Мать, глядя на мое занятие перед зеркалом, пыталась вновь расспрашивать, но я молчал, орудуя бритвой.
– Военная тайна, – не выдержал я, стоя вполоборота.
– Вот теперь мне понятно, сынок, – прошептала она, садясь на табурет. – Опять в войну решил поиграть? С богом… Благословляю… – И непонятно было – то ли шутит она, то ли говорит всерьез.
Покончив с шевелюрой, а заодно и с бородой, я вынул из стола продолговатую коробочку: принадлежности были на месте. Здесь был мужской парик, усы, борода и очки. Я выбрал очки. Надев их, я окончательно убедился, что из зеркала смотрит совершенно другой человек.
– Ты их позабыл в прошлый раз. А я смотрю и думаю: это для того, чтобы в Новый год на елке выступать, и чуть не отдала ребятишкам играть, – сказала мать.
Я промолчал, сильно сомневаясь, что мать могла так бездумно обойтись с оперативным комплектом сына. У нее даже рогатка и деревянный пистолет до сих пор хранятся. Огромный черный маузер в деревянной кобуре на ремнях. От настоящего не отличишь, особенно ночью. Рогатка тоже в исправном состоянии, но резина истрескалась, так что исправность относительная…
Рейсовый автобус, ныряя в лога, летел в город. Позади раздавались материнские вздохи. Внешний вид у меня был теперь такой же, как у всех остальных, бритых наголо, без числа размножившихся в последнее время в сельском округе. Я не был похож на того, кто совсем недавно совершил дерзкий побег из местной милиции. Я никакого отношения не имел ни к затворам от пистолетов, ни к наручникам, ни тем более к меховым изделиям вроде тулупа.
Автобус несся шоссейной дорогой.

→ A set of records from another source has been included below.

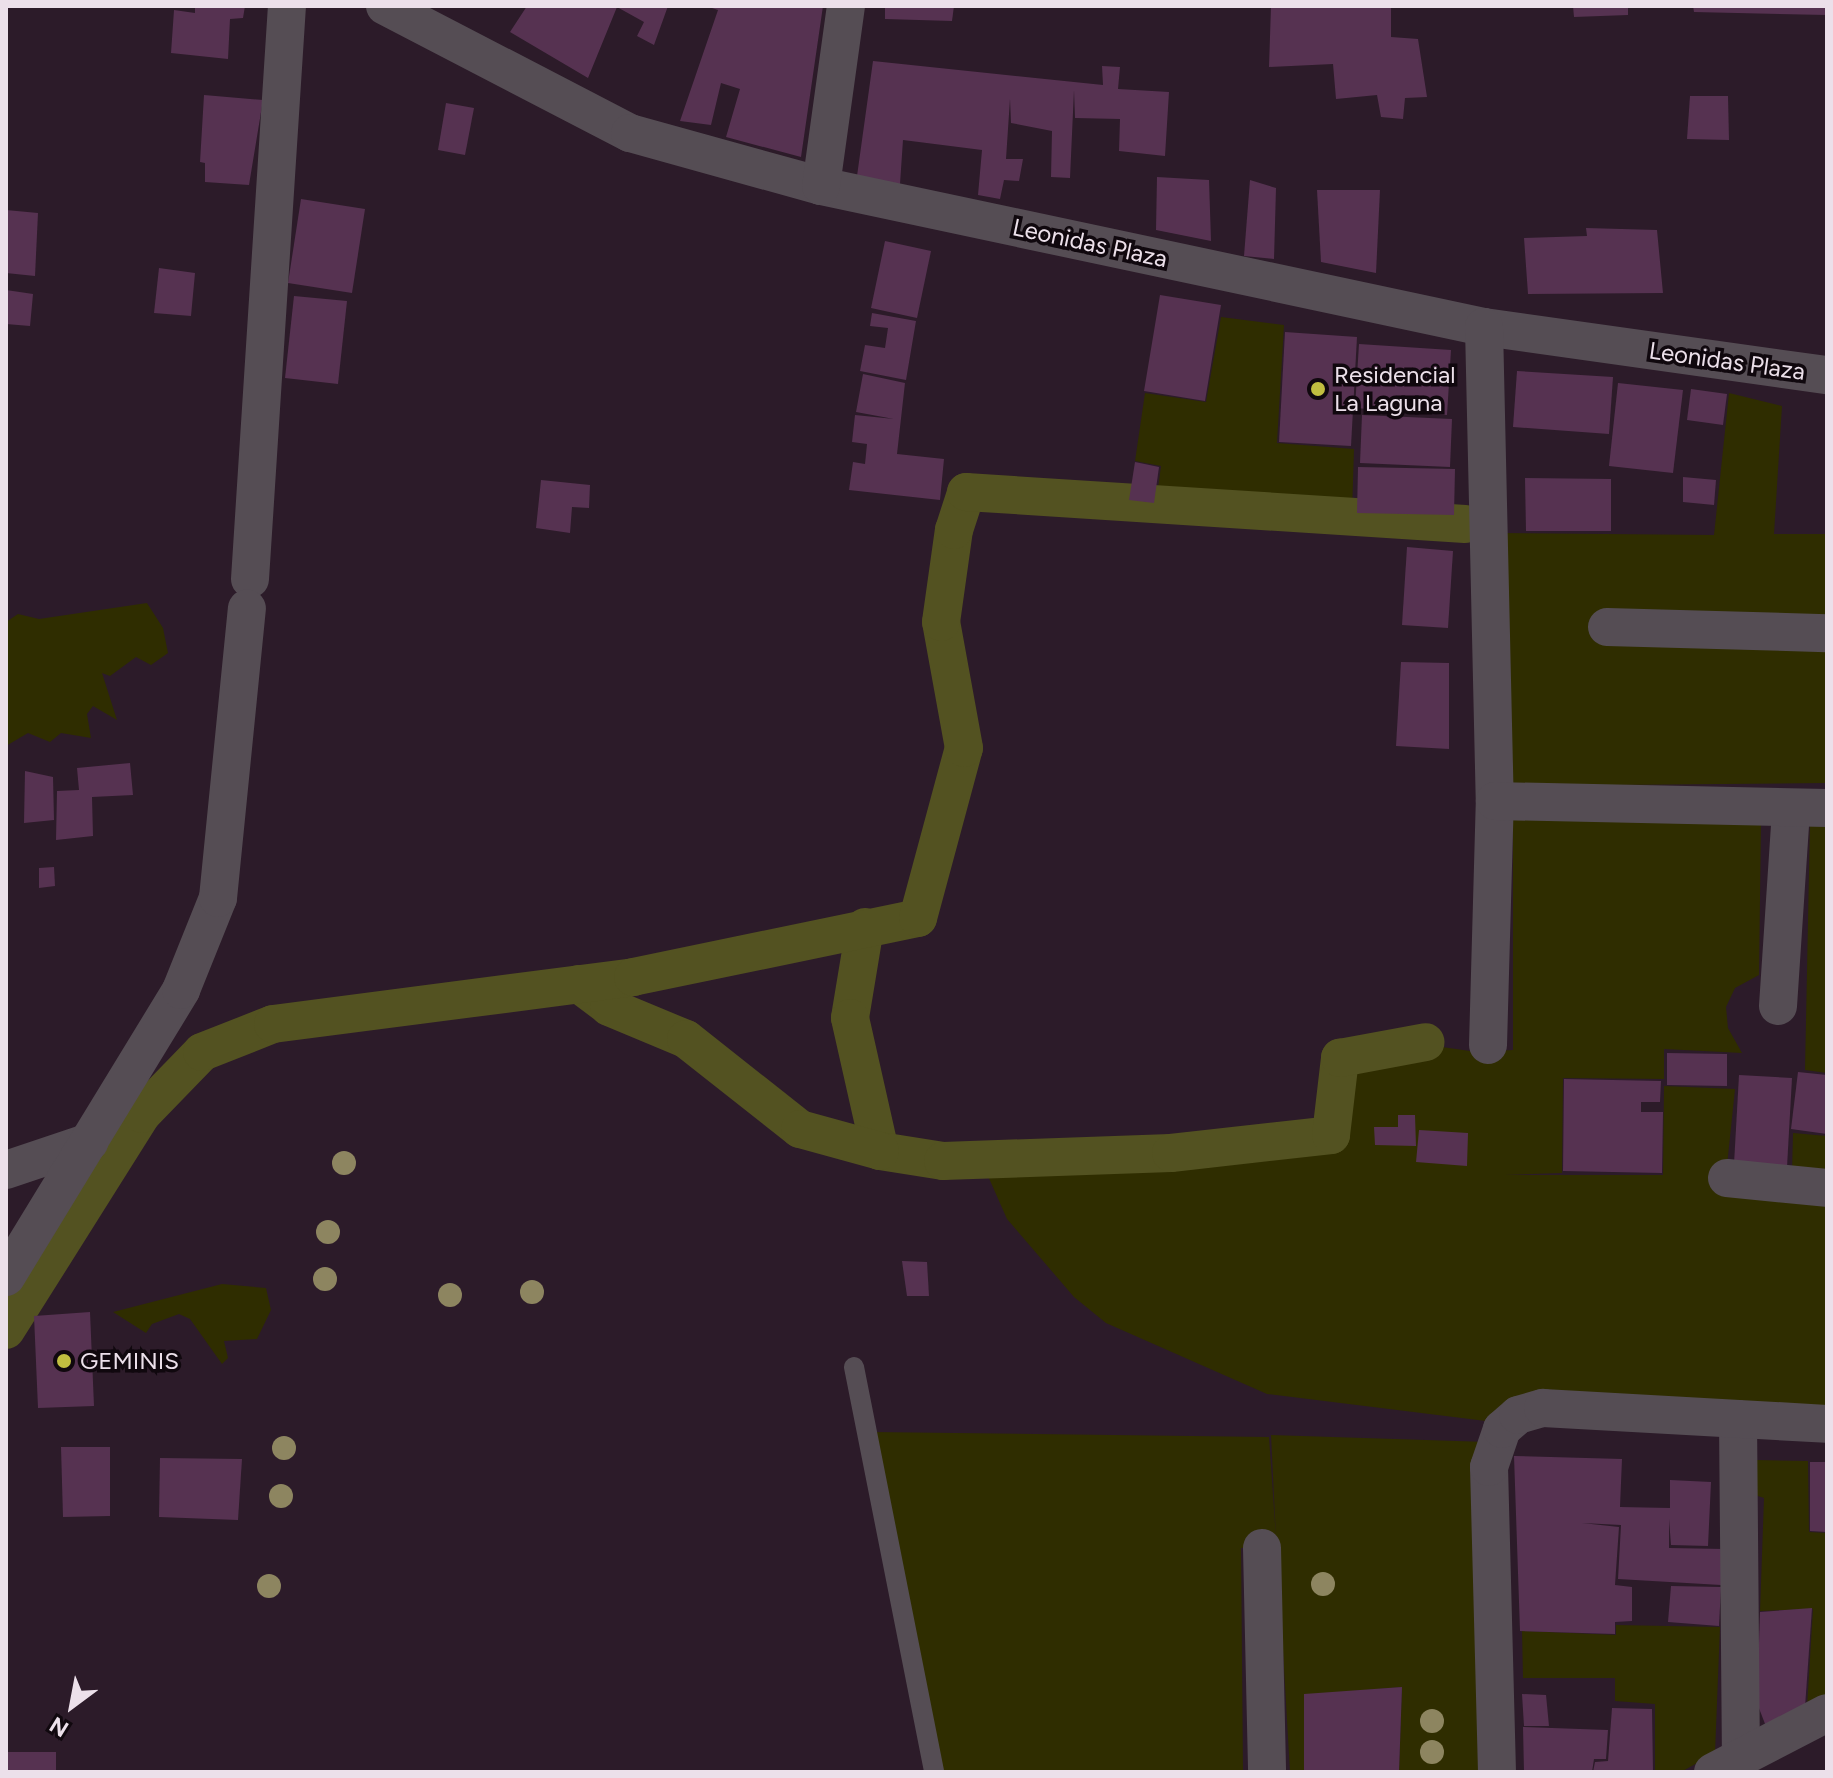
<!DOCTYPE html>
<style>
body{margin:0}
#map{position:relative;width:1833px;height:1778px;overflow:hidden;background:#2c1b29;font-family:Figtree,sans-serif}
div>[style]{position:absolute}
[style*='--x']{left:calc(var(--x)*1px);top:calc(var(--y)*1px);width:calc(var(--w)*1px);rotate:calc(var(--a)*1deg)}
.green>*{inset:0;background:#2f2d00}
.canal>*{height:38px;margin:-19px;padding:0 19px;transform-origin:19px;border-radius:19px;background:#535221}
.building>*{inset:0;background:#563251}
.service>*{height:20px;margin:-10px;padding:0 10px;transform-origin:10px;border-radius:10px;background:#554d54}
.minor>*{height:38px;margin:-19px;padding:0 19px;transform-origin:19px;border-radius:19px;background:#554d54}
.trees>*{width:24px;height:24px;margin:-12px;border-radius:50%;background:#8d8560}
.dots>*{width:22px;height:22px;translate:-50% -50%;box-sizing:border-box;border:4px solid #10080e;border-radius:50%}
span{translate:-50% -50%;white-space:nowrap;text-align:center;line-height:1.15;-webkit-text-stroke:7px #10080e;paint-order:stroke}
.street-label{font-size:24px;color:#ece0ea}
.poi-label{font-size:24px;color:#ece0ea}
.left{translate:0 -50%;text-align:left}
.frame{position:absolute;inset:0;border:8px solid #ece0ea;pointer-events:none}
.north{position:absolute;left:32px;top:1666px;width:80px;height:80px;-webkit-text-stroke:6px #10080e;paint-order:stroke;rotate:212deg;font-size:22px;font-weight:700;line-height:32px;text-align:center;color:#ece0ea}
.north::after{content:'';display:block;margin:auto;width:28px;height:36px;background:#ece0ea;clip-path:polygon(50% 0,100% 100%,50% 72%,0 100%)}
</style>
<div id="map">
<div class="green">
<i style="clip-path:polygon(1221px 317px,1284px 325px,1277px 443px,1354px 449px,1352px 514px,1156px 503px,1161px 466px,1135px 461px,1145px 393px,1206px 402px)"></i>
<i style="clip-path:polygon(1729px 393px,1782px 406px,1774px 534px,1827px 534px,1827px 783px,1501px 786px,1499px 533px,1714px 535px)"></i>
<i style="clip-path:polygon(147px 603px,163px 628px,168px 653px,151px 665px,136px 657px,110px 676px,102px 673px,117px 720px,93px 706px,87px 714px,91px 738px,61px 733px,50px 742px,28px 733px,6px 746px,6px 622px,18px 614px,39px 619px)"></i>
<i style="clip-path:polygon(1513px 812px,1761px 822px,1759px 975px,1735px 988px,1726px 1007px,1728px 1028px,1742px 1053px,1664px 1049px,1664px 1079px,1563px 1078px,1562px 1173px,1505px 1175px,1663px 1175px,1664px 1086px,1735px 1089px,1725px 1185px,1827px 1198px,1827px 1419px,1502px 1423px,1267px 1394px,1106px 1323px,1074px 1297px,1007px 1219px,984px 1167px,987px 1162px,1170px 1157px,1332px 1136px,1341px 1058px,1428px 1045px,1477px 1052px,1513px 1050px)"></i>
<i style="clip-path:polygon(1810px 822px,1827px 823px,1827px 1073px,1805px 1070px)"></i>
<i style="clip-path:polygon(1793px 1133px,1827px 1136px,1827px 1173px,1792px 1173px)"></i>
<i style="clip-path:polygon(222px 1284px,266px 1288px,271px 1310px,257px 1339px,224px 1341px,228px 1358px,222px 1364px,190px 1319px,179px 1314px,152px 1324px,146px 1333px,113px 1312px)"></i>
<i style="clip-path:polygon(872px 1432px,1269px 1437px,1276px 1538px,1271px 1435px,1488px 1442px,1480px 1772px,1399px 1772px,1402px 1687px,1304px 1695px,1304px 1772px,1290px 1772px,1277px 1546px,1241px 1548px,1243px 1772px,939px 1772px)"></i>
<i style="clip-path:polygon(1756px 1460px,1808px 1461px,1809px 1532px,1827px 1533px,1827px 1695px,1807px 1707px,1813px 1609px,1760px 1611px,1764px 1498px,1755px 1495px)"></i>
<i style="clip-path:polygon(1616px 1625px,1720px 1627px,1715px 1753px,1681px 1772px,1655px 1772px,1655px 1704px,1615px 1701px,1615px 1678px,1523px 1678px,1522px 1631px,1616px 1635px)"></i>
</div>
<div class="canal">
<i style="--x:865;--y:927;--w:92;--a:99.4"></i>
<i style="--x:850;--y:1018;--w:136;--a:77.3"></i>
<i style="--x:880;--y:1151;--w:64;--a:9"></i>
<i style="--x:943;--y:1161;--w:228;--a:-2"></i>
<i style="--x:1171;--y:1153;--w:161;--a:-6.4"></i>
<i style="--x:1331;--y:1135;--w:78;--a:-83.3"></i>
<i style="--x:1340;--y:1058;--w:87;--a:-10.5"></i>
<i style="--x:579;--y:984;--w:38;--a:37"></i>
<i style="--x:609;--y:1007;--w:83;--a:22.6"></i>
<i style="--x:686;--y:1039;--w:145;--a:38.3"></i>
<i style="--x:800;--y:1129;--w:83;--a:15.4"></i>
<i style="--x:6;--y:1330;--w:255;--a:-57.8"></i>
<i style="--x:142;--y:1114;--w:86;--a:-45.9"></i>
<i style="--x:202;--y:1052;--w:76;--a:-21.5"></i>
<i style="--x:273;--y:1024;--w:363;--a:-7.4"></i>
<i style="--x:633;--y:977;--w:291;--a:-11.7"></i>
<i style="--x:918;--y:918;--w:176;--a:-74.9"></i>
<i style="--x:964;--y:748;--w:128;--a:-100.3"></i>
<i style="--x:941;--y:622;--w:93;--a:-82"></i>
<i style="--x:954;--y:530;--w:40;--a:-72"></i>
<i style="--x:966;--y:492;--w:500;--a:3.67"></i>
</div>
<div class="building">
<i style="clip-path:polygon(195px 6px,245px 6px,243px 18px,230px 19px,228px 59px,171px 53px,174px 10px,195px 13px)"></i>
<i style="clip-path:polygon(527px 6px,668px 6px,654px 45px,637px 36px,644px 22px,617px 7px,588px 78px,510px 32px)"></i>
<i style="clip-path:polygon(706px 6px,823px 6px,801px 157px,726px 137px,740px 89px,721px 83px,711px 125px,680px 121px,718px 10px)"></i>
<i style="clip-path:polygon(885px 6px,954px 6px,952px 21px,885px 19px)"></i>
<i style="clip-path:polygon(1271px 6px,1391px 6px,1391px 37px,1418px 39px,1427px 97px,1405px 98px,1403px 119px,1381px 117px,1377px 95px,1336px 99px,1333px 64px,1269px 67px)"></i>
<i style="clip-path:polygon(1573px 6px,1628px 6px,1628px 15px,1574px 17px)"></i>
<i style="clip-path:polygon(1693px 6px,1827px 6px,1827px 15px,1694px 12px)"></i>
<i style="clip-path:polygon(873px 61px,1103px 85px,1102px 66px,1120px 67px,1118px 89px,1169px 92px,1165px 156px,1119px 151px,1120px 119px,1075px 118px,1074px 90px,1070px 178px,1051px 177px,1052px 131px,1011px 123px,1010px 99px,1006px 159px,1023px 159px,1019px 181px,1004px 180px,1000px 199px,978px 195px,982px 150px,903px 140px,900px 184px,857px 176px)"></i>
<i style="clip-path:polygon(204px 95px,263px 100px,249px 185px,205px 182px,205px 163px,200px 162px)"></i>
<i style="clip-path:polygon(1690px 96px,1728px 96px,1729px 140px,1687px 139px)"></i>
<i style="clip-path:polygon(446px 103px,474px 108px,465px 155px,438px 150px)"></i>
<i style="clip-path:polygon(1157px 177px,1209px 180px,1211px 241px,1156px 230px)"></i>
<i style="clip-path:polygon(1250px 180px,1276px 188px,1274px 259px,1244px 256px)"></i>
<i style="clip-path:polygon(1317px 190px,1380px 190px,1376px 273px,1321px 262px)"></i>
<i style="clip-path:polygon(301px 199px,365px 209px,352px 293px,288px 283px)"></i>
<i style="clip-path:polygon(6px 210px,38px 213px,35px 276px,6px 273px)"></i>
<i style="clip-path:polygon(1586px 228px,1657px 230px,1663px 293px,1528px 294px,1524px 238px,1587px 236px)"></i>
<i style="clip-path:polygon(885px 241px,931px 251px,917px 318px,871px 308px)"></i>
<i style="clip-path:polygon(159px 268px,195px 273px,191px 316px,154px 313px)"></i>
<i style="clip-path:polygon(6px 290px,33px 294px,30px 326px,6px 324px)"></i>
<i style="clip-path:polygon(1160px 295px,1221px 305px,1205px 401px,1144px 391px)"></i>
<i style="clip-path:polygon(294px 296px,347px 301px,338px 384px,285px 378px)"></i>
<i style="clip-path:polygon(872px 313px,916px 321px,906px 380px,860px 371px,865px 345px,885px 348px,888px 328px,870px 326px)"></i>
<i style="clip-path:polygon(1285px 332px,1357px 337px,1351px 446px,1279px 442px)"></i>
<i style="clip-path:polygon(1359px 344px,1451px 350px,1447px 415px,1355px 408px)"></i>
<i style="clip-path:polygon(1517px 371px,1613px 377px,1609px 434px,1513px 427px)"></i>
<i style="clip-path:polygon(863px 374px,905px 383px,897px 454px,944px 459px,940px 500px,849px 490px,853px 462px,865px 464px,867px 444px,852px 442px,855px 415px,894px 419px,856px 412px)"></i>
<i style="clip-path:polygon(1618px 383px,1683px 390px,1673px 473px,1609px 466px)"></i>
<i style="clip-path:polygon(1691px 389px,1727px 394px,1723px 425px,1687px 420px)"></i>
<i style="clip-path:polygon(1362px 415px,1452px 419px,1450px 467px,1360px 463px)"></i>
<i style="clip-path:polygon(1135px 462px,1159px 467px,1154px 503px,1129px 500px)"></i>
<i style="clip-path:polygon(1358px 467px,1455px 469px,1454px 515px,1357px 513px)"></i>
<i style="clip-path:polygon(1683px 477px,1716px 480px,1714px 505px,1683px 502px)"></i>
<i style="clip-path:polygon(1525px 478px,1611px 479px,1611px 531px,1526px 531px)"></i>
<i style="clip-path:polygon(541px 480px,590px 485px,589px 508px,572px 507px,570px 533px,536px 528px)"></i>
<i style="clip-path:polygon(1407px 547px,1453px 551px,1448px 628px,1402px 625px)"></i>
<i style="clip-path:polygon(1401px 662px,1449px 663px,1449px 749px,1396px 746px)"></i>
<i style="clip-path:polygon(130px 763px,133px 795px,92px 797px,93px 836px,56px 840px,57px 791px,79px 790px,77px 768px)"></i>
<i style="clip-path:polygon(25px 771px,53px 777px,54px 820px,24px 823px)"></i>
<i style="clip-path:polygon(54px 867px,55px 886px,39px 888px,39px 868px)"></i>
<i style="clip-path:polygon(1667px 1053px,1727px 1054px,1727px 1086px,1667px 1085px)"></i>
<i style="clip-path:polygon(1798px 1072px,1827px 1075px,1827px 1134px,1791px 1129px)"></i>
<i style="clip-path:polygon(1739px 1075px,1792px 1078px,1787px 1167px,1734px 1164px)"></i>
<i style="clip-path:polygon(1564px 1079px,1661px 1081px,1660px 1102px,1641px 1102px,1641px 1112px,1663px 1112px,1662px 1173px,1563px 1171px)"></i>
<i style="clip-path:polygon(1398px 1115px,1415px 1115px,1416px 1146px,1375px 1145px,1374px 1127px,1398px 1127px)"></i>
<i style="clip-path:polygon(1419px 1130px,1468px 1133px,1467px 1166px,1416px 1162px)"></i>
<i style="clip-path:polygon(902px 1261px,927px 1262px,929px 1296px,907px 1296px)"></i>
<i style="clip-path:polygon(90px 1312px,94px 1406px,38px 1408px,34px 1316px)"></i>
<i style="clip-path:polygon(61px 1447px,110px 1447px,110px 1516px,63px 1517px)"></i>
<i style="clip-path:polygon(1514px 1456px,1622px 1459px,1620px 1507px,1670px 1508px,1670px 1480px,1711px 1482px,1708px 1546px,1671px 1545px,1669px 1519px,1669px 1548px,1724px 1549px,1721px 1585px,1618px 1579px,1621px 1525px,1582px 1523px,1619px 1527px,1615px 1585px,1632px 1587px,1632px 1621px,1615px 1622px,1615px 1634px,1520px 1631px)"></i>
<i style="clip-path:polygon(160px 1458px,242px 1459px,238px 1520px,159px 1517px)"></i>
<i style="clip-path:polygon(1810px 1462px,1827px 1462px,1827px 1532px,1810px 1531px)"></i>
<i style="clip-path:polygon(1671px 1586px,1721px 1587px,1719px 1626px,1668px 1622px)"></i>
<i style="clip-path:polygon(1812px 1608px,1805px 1707px,1767px 1729px,1757px 1703px,1760px 1612px)"></i>
<i style="clip-path:polygon(1402px 1687px,1399px 1772px,1304px 1772px,1304px 1694px)"></i>
<i style="clip-path:polygon(1522px 1694px,1546px 1695px,1549px 1726px,1524px 1726px)"></i>
<i style="clip-path:polygon(1612px 1708px,1652px 1709px,1653px 1772px,1593px 1772px,1595px 1762px,1608px 1761px)"></i>
<i style="clip-path:polygon(1523px 1727px,1608px 1730px,1606px 1759px,1594px 1759px,1592px 1772px,1524px 1772px)"></i>
<i style="clip-path:polygon(6px 1752px,56px 1752px,56px 1772px,6px 1772px)"></i>
</div>
<div class="service">
<i style="--x:854;--y:1367;--w:413;--a:78.8"></i>
</div>
<div class="minor">
<i style="--x:385;--y:6;--w:276;--a:27.4"></i>
<i style="--x:630;--y:133;--w:198;--a:15.5"></i>
<i style="--x:821;--y:186;--w:678;--a:12.01"></i>
<i style="--x:1484;--y:327;--w:346;--a:8"></i>
<i style="--x:821;--y:186;--w:182;--a:-82.1"></i>
<i style="--x:1484;--y:327;--w:474;--a:88.7"></i>
<i style="--x:250;--y:579;--w:574;--a:-86.31"></i>
<i style="--x:1607;--y:627;--w:220;--a:1.6"></i>
<i style="--x:1778;--y:1006;--w:198;--a:-86.2"></i>
<i style="--x:1488;--y:1045;--w:244;--a:-88.4"></i>
<i style="--x:1495;--y:801;--w:332;--a:1.2"></i>
<i style="--x:6;--y:1170;--w:88;--a:-18.6"></i>
<i style="--x:1727;--y:1178;--w:100;--a:5.7"></i>
<i style="--x:6;--y:1277;--w:336;--a:-58.6"></i>
<i style="--x:181;--y:990;--w:99;--a:-68.1"></i>
<i style="--x:218;--y:898;--w:291;--a:-84.3"></i>
<i style="--x:1738;--y:1419;--w:338;--a:89.5"></i>
<i style="--x:1262;--y:1548;--w:224;--a:88.7"></i>
<i style="--x:1497;--y:1772;--w:305;--a:-91.5"></i>
<i style="--x:1489;--y:1467;--w:40;--a:-71.1"></i>
<i style="--x:1502;--y:1429;--w:21;--a:-41"></i>
<i style="--x:1518;--y:1415;--w:26;--a:-16"></i>
<i style="--x:1543;--y:1408;--w:284;--a:3.2"></i>
<i style="--x:1713;--y:1772;--w:128;--a:-27.4"></i>
</div>
<div class="trees">
<i style="left:344px;top:1163px"></i>
<i style="left:328px;top:1232px"></i>
<i style="left:325px;top:1279px"></i>
<i style="left:532px;top:1292px"></i>
<i style="left:450px;top:1295px"></i>
<i style="left:284px;top:1448px"></i>
<i style="left:281px;top:1496px"></i>
<i style="left:1323px;top:1584px"></i>
<i style="left:269px;top:1586px"></i>
<i style="left:1432px;top:1721px"></i>
<i style="left:1432px;top:1752px"></i>
</div>
<div class="dots">
<i style="left:1318px;top:389px;background:#c1be40"></i>
<i style="left:64px;top:1361px;background:#c1be40"></i>
</div>
<div class="street-label">
<span style="left:1090px;top:243px;rotate:12deg">Leonidas Plaza</span>
<span style="left:1727px;top:361px;rotate:8deg">Leonidas Plaza</span>
</div>
<div class="poi-label">
<span class="left" style="left:1334px;top:389px">Residencial<br>La Laguna</span>
<span class="left" style="left:80px;top:1361px">GEMINIS</span>
</div>
<div class="frame"></div>
<div class="north">N</div>
</div>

Голова пыталась анализировать. С анализом, правда, пока получалось не очень. Одно было очевидным: спецагент оказался случайным свидетелем тяжкого преступления. Погибший жил в палатке у реки. Его утопили, обвинив в преступлении меня. В реке возникла минутная борьба. Парень не успел даже позвать на помощь. Его утащили на дно. На поверхности мелькнули две пары ласт. И тут подоспел я с коротким ножом в зубах, хотя отбиваться уже было не от кого. Ласты ушли на глубину и больше не появлялись.
Вытащив потерпевшего на берег, я попытался привести его в чувство. В этот момент на берегу собрался народ. Подъехавшие на иномарке парни показывали в мою сторону пальцами и говорили, что я несу бредятину. Работники милиции согласно кивали. Они почему-то сразу оказались на месте происшествия. Из этого следует, что о преступлении им сообщили заранее, когда физик-лирик был еще жив. По-другому не получается.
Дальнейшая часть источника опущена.